Her process involves using an X-ACTO knife to makes cuts in paper she’s collected from various Asian countries to create something similar to a giant piece of lace.

“I just start layering the paper from the back so each piece has eight or ten layers of paper, creating a lot of texture and depth within,” she says.

For this particular exhibit, Bubar really wanted to examine the concept of home.

“I realized that many people and animals in the world don’t have the security of home, which is why I call [my exhibit] ‘Not Home,” she says.

Some of Bubar’s artwork deals with the decrease in the bee and Monarch butterfly populations, but she’s also worried about humans, too. One thing that surprised Bubar when she settled on her theme was how urgent the topic was.

“Homelessness, migration of people in Europe, the earthquake in Nepal — there are so many news stories, and, even driving around L.A., seeing the increase of tent cities. It’s just so sad,” Bubar says. “The piece I have with the two snakes called ‘Going Out’ really has to do with security and the dangers of just going out — all the dangers that lurk, especially for women. It seems every aspect of our lives is surrounded by insecurity right now.”

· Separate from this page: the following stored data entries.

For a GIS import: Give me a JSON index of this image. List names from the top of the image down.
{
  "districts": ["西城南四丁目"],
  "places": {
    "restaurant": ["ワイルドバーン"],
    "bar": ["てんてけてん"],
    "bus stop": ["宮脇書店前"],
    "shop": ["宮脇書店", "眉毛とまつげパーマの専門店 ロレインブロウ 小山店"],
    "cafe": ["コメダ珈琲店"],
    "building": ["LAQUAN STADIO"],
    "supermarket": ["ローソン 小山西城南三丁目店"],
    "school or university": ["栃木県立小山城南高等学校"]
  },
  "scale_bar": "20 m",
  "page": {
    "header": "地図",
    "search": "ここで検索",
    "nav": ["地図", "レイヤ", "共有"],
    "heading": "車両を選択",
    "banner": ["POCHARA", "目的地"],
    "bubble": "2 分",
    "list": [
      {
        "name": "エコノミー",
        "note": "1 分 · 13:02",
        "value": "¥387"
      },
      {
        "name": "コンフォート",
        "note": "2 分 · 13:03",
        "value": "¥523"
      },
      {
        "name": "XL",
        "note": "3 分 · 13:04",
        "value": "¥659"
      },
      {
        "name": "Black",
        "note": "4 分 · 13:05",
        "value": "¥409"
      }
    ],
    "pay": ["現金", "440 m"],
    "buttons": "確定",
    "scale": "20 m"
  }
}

Anne Ramis’ exhibit, called “Contexting,” pushes the literal earthly terrain into a surreal, personal landscape and addresses aspects of world culture. Her use of abstract, even Dada-esque collage, juxtaposes images that are both organic and architectural, showing her unique point of view.

Pam Douglas’ “Galaxies” exhibit takes inspiration from NASA’s Hubble Telescope, marking its 25th anniversary of peering deep into the heavens.

Douglas’ mixed-media art combines Hubble photos of distant galaxies with more philosophically influenced images, like that of a smiling Buddha who juggles the stars above his head. As beautiful and thought-provoking as these images are, Douglas felt she was taking a giant risk by integrating the photographs, something she had never done in her previous work.

“I’ve always felt daunted to do anything with them because those images from the Hubble and other telescopes are complete in themselves. But this year I thought that I found a way of actually interacting with them, embracing them, while letting them have all their beauty and allowing for the idea that humanity does have a connection to the stars — as they say, we are all star dust,” Douglas says.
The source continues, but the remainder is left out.